They always said he's
the brother of the Messiah, Jesus. Even Josephus, the Jewish historian, says, "He's the brother of the so-called Messiah." And those and many other arguments have convinced me and many others that, historically speaking, it's the best possible explanation for why Christianity got going and why the stories in the Gospels, which are very strange, those stories at the end, the way the form, the different details will talk about some of that in a minute, I suspect, why they are what they are. It looks as though, as Ed Sanders, who's a great New Testament scholar from this last generation, said, "Looks as though they're trying very hard to say something they really want to say, but for which they don't have very good language." I think that's exactly right.
But at the heart of it all is this extraordinary
belief that God has promised to renew creation, the Psalms say, the sea and the mountains and the sheep and the trees will rejoice because Yahweh is coming to sort out the world. And the answer is he's done it now in advance. The resurrection body of Jesus is the beginning of new creation.

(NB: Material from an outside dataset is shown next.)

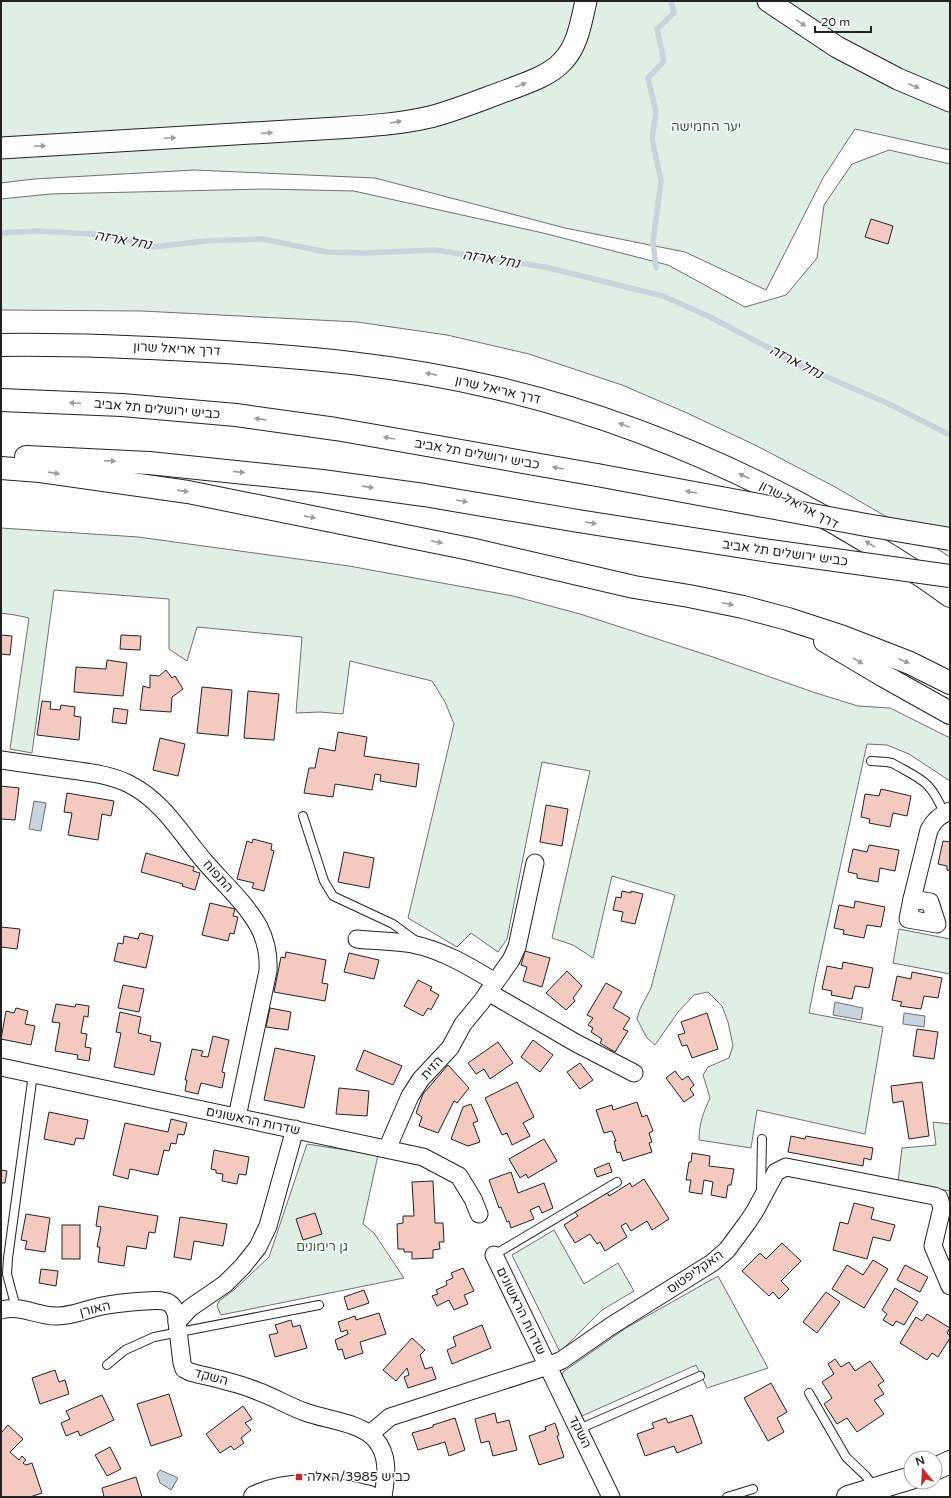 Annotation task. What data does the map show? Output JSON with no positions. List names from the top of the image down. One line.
{"streets":{"main road":["דרך אריאל שרון","כביש ירושלים תל אביב"],"street":["התפוח","הזית","שדרות הראשונים","האקליפטוס","האורן","השקד"]},"crossings":[["התפוח","שדרות הראשונים"],["הזית","שדרות הראשונים"],["שדרות הראשונים","האקליפטוס"],["שדרות הראשונים","השקד"],["האקליפטוס","השקד"],["האורן","השקד"]],"water":["נחל ארזה"],"parks":["יער החמישה","גן רימונים"],"places":{"transit":["כביש 3985/האלה"]},"scale_bar":"20 m","north":"top"}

And as a result of that new creation has been launched, it will be completed
and we live between the one and the other. That's what Easter really is all about. Fantastic.
Let's turn to Norway, from Wigan to Norway. And I will fail to pronounce this
name correctly, so forgive me. I think it's trivy, possibly.
I don't know if you want
to have an attempt at that one, Tom. But, uh, uh, uh, trig-trig-trig-v, I think, says, what I find puzzling is why Jesus says that he'll rise after three days when it barely goes to, "I don't accept the explanation that counting Friday you get three days," since Jesus says that as Jonah was three days and three nights inside the fish, so the son of man will be. Some Bible scholars like David Paulson think there was a special Sabbath the year Jesus died.
He didn't die on a Friday, but on a Wednesday. I know this is a big bone
of contention. What does Professor Wright believe? I think it's highly unlikely that Jesus died on a Wednesday not a Friday, but, um, you know, it's possible the Christian tradition might have got that wrong, but actually there are several passages we say on the third day rather than after three days.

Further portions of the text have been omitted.